### Exercise objective
Set the data down exactly as it stands, and keep its pictures out.
─── Data records
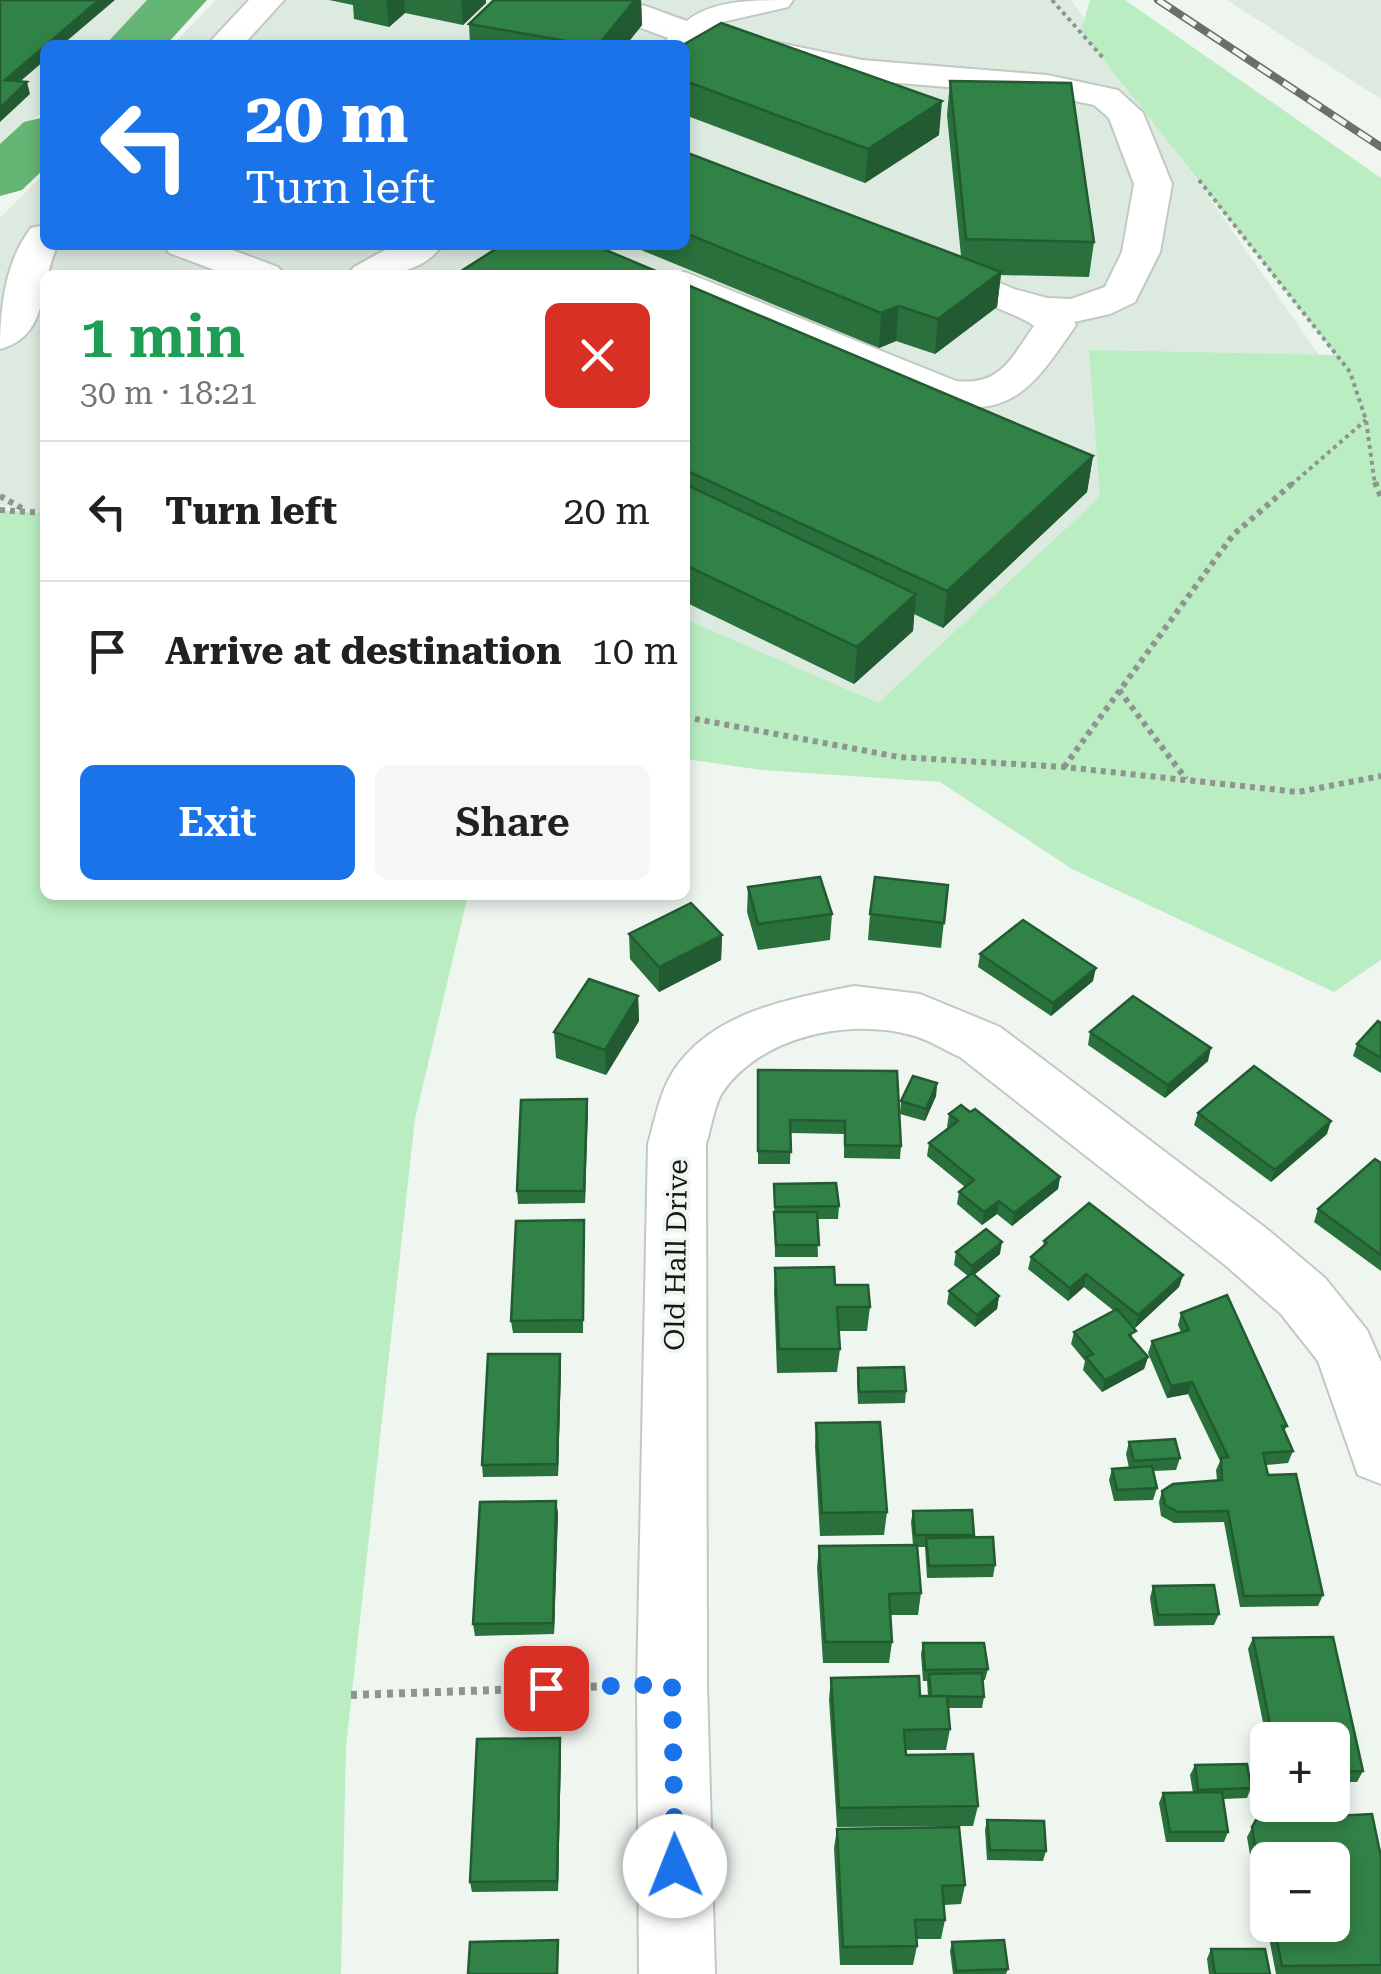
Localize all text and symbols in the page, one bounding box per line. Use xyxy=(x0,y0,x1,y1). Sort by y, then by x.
text: 20 m xyxy=(245,77,409,159)
icon: left xyxy=(80,80,210,210)
text: Turn left xyxy=(245,161,435,214)
text: 1 min xyxy=(80,301,245,372)
button: close xyxy=(545,303,650,408)
text: 30 m · 18:21 xyxy=(80,374,257,412)
icon: left xyxy=(80,484,135,539)
text: Turn left xyxy=(165,489,337,533)
text: 20 m xyxy=(563,489,650,533)
icon: arrive xyxy=(80,624,135,679)
text: Arrive at destination xyxy=(165,629,561,673)
text: 10 m xyxy=(591,629,678,673)
button: Exit xyxy=(80,765,355,880)
button: Share xyxy=(375,765,650,880)
street label: Old Hall Drive xyxy=(658,1159,694,1351)
pin xyxy=(504,1646,589,1731)
icon: arrive xyxy=(519,1661,574,1716)
map controls xyxy=(1250,1722,1350,1942)
button: + xyxy=(1250,1722,1350,1822)
position arrow xyxy=(623,1814,727,1918)
button: − xyxy=(1250,1842,1350,1942)

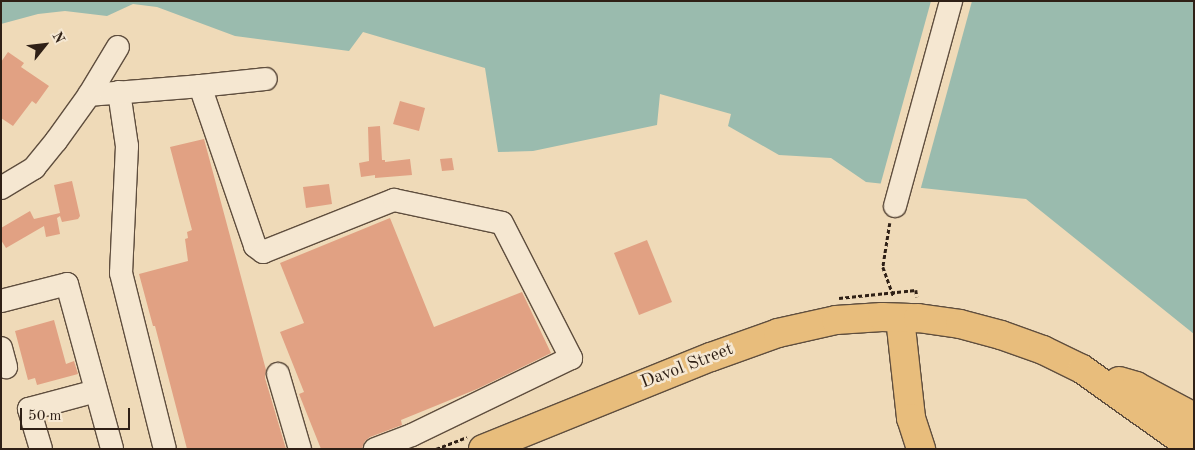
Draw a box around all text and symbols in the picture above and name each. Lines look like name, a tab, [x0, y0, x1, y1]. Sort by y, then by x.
──────
### Task solution
Localize all text and symbols in the page, one bounding box per line. Use xyxy=(x0,y0,x1,y1). Sort by y, then by x.
text: 20 m xyxy=(245,77,409,159)
icon: left xyxy=(80,80,210,210)
text: Turn left xyxy=(245,161,435,214)
text: 1 min xyxy=(80,301,245,372)
button: close xyxy=(545,303,650,408)
text: 30 m · 18:21 xyxy=(80,374,257,412)
icon: left xyxy=(80,484,135,539)
text: Turn left xyxy=(165,489,337,533)
text: 20 m xyxy=(563,489,650,533)
icon: arrive xyxy=(80,624,135,679)
text: Arrive at destination xyxy=(165,629,561,673)
text: 10 m xyxy=(591,629,678,673)
button: Exit xyxy=(80,765,355,880)
button: Share xyxy=(375,765,650,880)
street label: Old Hall Drive xyxy=(658,1159,694,1351)
pin xyxy=(504,1646,589,1731)
icon: arrive xyxy=(519,1661,574,1716)
map controls xyxy=(1250,1722,1350,1942)
button: + xyxy=(1250,1722,1350,1822)
position arrow xyxy=(623,1814,727,1918)
button: − xyxy=(1250,1842,1350,1942)

Draw a box around all text and symbols in the picture above and name each. Lines look like name, a tab, [x0, y0, x1, y1]. Sort by y, then by x.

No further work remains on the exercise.